**** THE RECORDS ****
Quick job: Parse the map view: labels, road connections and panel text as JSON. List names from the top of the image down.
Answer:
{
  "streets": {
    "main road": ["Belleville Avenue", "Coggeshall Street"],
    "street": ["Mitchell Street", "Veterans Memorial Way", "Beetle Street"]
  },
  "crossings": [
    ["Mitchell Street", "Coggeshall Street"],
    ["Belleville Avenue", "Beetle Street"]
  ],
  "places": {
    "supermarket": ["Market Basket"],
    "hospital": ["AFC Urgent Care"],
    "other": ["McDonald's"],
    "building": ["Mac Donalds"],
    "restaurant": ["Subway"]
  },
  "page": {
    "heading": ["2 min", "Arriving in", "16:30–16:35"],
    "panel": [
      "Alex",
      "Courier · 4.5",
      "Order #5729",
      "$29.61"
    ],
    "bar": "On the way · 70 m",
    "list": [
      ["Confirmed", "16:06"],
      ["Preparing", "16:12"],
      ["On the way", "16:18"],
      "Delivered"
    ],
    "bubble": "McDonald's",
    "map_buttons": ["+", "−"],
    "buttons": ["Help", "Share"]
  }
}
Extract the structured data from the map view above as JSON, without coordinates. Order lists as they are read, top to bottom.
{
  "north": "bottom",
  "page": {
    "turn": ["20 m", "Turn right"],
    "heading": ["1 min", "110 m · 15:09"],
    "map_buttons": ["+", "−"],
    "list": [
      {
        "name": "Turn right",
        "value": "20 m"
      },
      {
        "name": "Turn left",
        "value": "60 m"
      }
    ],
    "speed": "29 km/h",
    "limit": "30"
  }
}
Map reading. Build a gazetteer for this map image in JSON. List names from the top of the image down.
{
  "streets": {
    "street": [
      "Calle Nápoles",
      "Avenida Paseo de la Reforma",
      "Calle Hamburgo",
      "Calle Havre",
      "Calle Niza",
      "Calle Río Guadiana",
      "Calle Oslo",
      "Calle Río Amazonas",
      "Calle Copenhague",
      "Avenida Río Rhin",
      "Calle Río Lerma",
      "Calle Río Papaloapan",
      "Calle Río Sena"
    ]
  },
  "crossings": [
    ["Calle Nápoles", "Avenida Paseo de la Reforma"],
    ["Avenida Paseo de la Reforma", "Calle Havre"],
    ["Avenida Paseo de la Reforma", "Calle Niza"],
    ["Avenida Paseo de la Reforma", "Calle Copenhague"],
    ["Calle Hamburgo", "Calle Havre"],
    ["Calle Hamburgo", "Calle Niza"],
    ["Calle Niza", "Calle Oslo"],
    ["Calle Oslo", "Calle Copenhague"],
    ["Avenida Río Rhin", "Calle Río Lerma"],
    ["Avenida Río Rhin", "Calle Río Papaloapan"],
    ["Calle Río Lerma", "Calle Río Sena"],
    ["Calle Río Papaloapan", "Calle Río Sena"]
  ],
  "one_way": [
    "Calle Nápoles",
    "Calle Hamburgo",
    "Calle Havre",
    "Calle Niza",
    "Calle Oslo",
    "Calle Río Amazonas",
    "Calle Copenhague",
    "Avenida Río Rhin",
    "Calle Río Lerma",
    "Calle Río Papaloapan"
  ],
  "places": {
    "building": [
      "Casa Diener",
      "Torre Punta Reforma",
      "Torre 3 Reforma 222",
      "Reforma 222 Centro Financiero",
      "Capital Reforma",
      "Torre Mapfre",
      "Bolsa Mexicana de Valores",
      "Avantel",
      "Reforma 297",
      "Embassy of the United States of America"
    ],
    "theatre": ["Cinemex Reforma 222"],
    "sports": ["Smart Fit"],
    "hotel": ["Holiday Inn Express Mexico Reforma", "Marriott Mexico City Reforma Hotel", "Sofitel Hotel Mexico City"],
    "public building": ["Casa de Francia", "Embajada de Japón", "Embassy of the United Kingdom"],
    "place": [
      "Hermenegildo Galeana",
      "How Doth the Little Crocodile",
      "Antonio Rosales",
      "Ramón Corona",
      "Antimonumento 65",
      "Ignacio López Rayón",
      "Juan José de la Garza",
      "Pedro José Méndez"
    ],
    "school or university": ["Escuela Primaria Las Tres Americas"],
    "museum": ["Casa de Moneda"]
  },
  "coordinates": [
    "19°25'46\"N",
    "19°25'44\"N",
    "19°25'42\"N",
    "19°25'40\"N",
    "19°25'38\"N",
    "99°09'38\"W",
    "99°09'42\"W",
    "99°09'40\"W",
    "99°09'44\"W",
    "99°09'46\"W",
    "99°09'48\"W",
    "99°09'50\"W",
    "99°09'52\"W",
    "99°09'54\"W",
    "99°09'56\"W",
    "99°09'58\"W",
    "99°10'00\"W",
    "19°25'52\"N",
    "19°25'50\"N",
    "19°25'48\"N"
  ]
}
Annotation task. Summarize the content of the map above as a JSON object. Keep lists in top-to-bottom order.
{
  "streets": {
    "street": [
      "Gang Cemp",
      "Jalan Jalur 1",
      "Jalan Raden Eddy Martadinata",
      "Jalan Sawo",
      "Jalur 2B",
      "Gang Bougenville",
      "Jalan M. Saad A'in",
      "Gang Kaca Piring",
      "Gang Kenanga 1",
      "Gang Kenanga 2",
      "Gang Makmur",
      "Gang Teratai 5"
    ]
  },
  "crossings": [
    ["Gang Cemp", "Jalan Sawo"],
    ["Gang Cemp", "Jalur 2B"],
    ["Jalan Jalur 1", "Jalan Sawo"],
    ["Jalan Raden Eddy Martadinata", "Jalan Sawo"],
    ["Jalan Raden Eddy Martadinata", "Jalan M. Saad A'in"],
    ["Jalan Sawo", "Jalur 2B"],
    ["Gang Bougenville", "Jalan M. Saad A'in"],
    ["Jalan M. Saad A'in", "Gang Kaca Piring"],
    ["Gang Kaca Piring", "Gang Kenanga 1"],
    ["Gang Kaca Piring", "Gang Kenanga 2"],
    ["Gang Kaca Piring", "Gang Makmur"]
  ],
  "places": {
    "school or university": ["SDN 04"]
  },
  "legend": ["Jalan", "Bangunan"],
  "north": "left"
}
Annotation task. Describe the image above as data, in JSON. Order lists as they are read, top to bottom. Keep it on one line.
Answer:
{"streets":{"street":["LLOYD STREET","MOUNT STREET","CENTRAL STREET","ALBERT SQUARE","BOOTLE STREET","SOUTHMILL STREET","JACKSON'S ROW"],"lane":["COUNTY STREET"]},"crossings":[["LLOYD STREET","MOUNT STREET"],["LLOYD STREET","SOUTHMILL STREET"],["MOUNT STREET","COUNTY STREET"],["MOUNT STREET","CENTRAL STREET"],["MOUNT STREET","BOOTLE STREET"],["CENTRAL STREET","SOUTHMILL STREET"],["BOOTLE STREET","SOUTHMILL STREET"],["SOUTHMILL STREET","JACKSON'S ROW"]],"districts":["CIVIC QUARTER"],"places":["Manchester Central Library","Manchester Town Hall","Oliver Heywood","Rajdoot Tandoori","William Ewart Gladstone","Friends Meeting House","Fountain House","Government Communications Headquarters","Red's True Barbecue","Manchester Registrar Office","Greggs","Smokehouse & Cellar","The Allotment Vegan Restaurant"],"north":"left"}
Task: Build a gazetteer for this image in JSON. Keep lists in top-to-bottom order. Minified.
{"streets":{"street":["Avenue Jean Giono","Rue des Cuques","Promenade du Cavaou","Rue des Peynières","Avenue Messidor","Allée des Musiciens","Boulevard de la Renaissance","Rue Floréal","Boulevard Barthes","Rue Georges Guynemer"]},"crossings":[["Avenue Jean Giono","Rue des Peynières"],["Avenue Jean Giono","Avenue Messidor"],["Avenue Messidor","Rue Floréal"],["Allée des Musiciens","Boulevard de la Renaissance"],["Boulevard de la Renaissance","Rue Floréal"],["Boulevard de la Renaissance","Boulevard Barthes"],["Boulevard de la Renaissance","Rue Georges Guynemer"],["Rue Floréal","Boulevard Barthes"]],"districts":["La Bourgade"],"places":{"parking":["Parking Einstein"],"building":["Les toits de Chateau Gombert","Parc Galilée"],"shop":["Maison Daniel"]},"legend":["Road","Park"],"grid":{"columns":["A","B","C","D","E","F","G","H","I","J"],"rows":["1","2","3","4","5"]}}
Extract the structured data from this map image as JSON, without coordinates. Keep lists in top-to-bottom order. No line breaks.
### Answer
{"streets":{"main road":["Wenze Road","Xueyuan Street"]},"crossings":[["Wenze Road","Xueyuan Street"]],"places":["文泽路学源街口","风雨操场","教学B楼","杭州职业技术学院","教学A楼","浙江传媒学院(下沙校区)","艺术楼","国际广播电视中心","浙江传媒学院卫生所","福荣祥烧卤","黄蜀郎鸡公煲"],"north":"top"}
****
All lines in the records that contain "José" are to be copied and returned.

      "Juan José de la Garza",
      "Pedro José Méndez"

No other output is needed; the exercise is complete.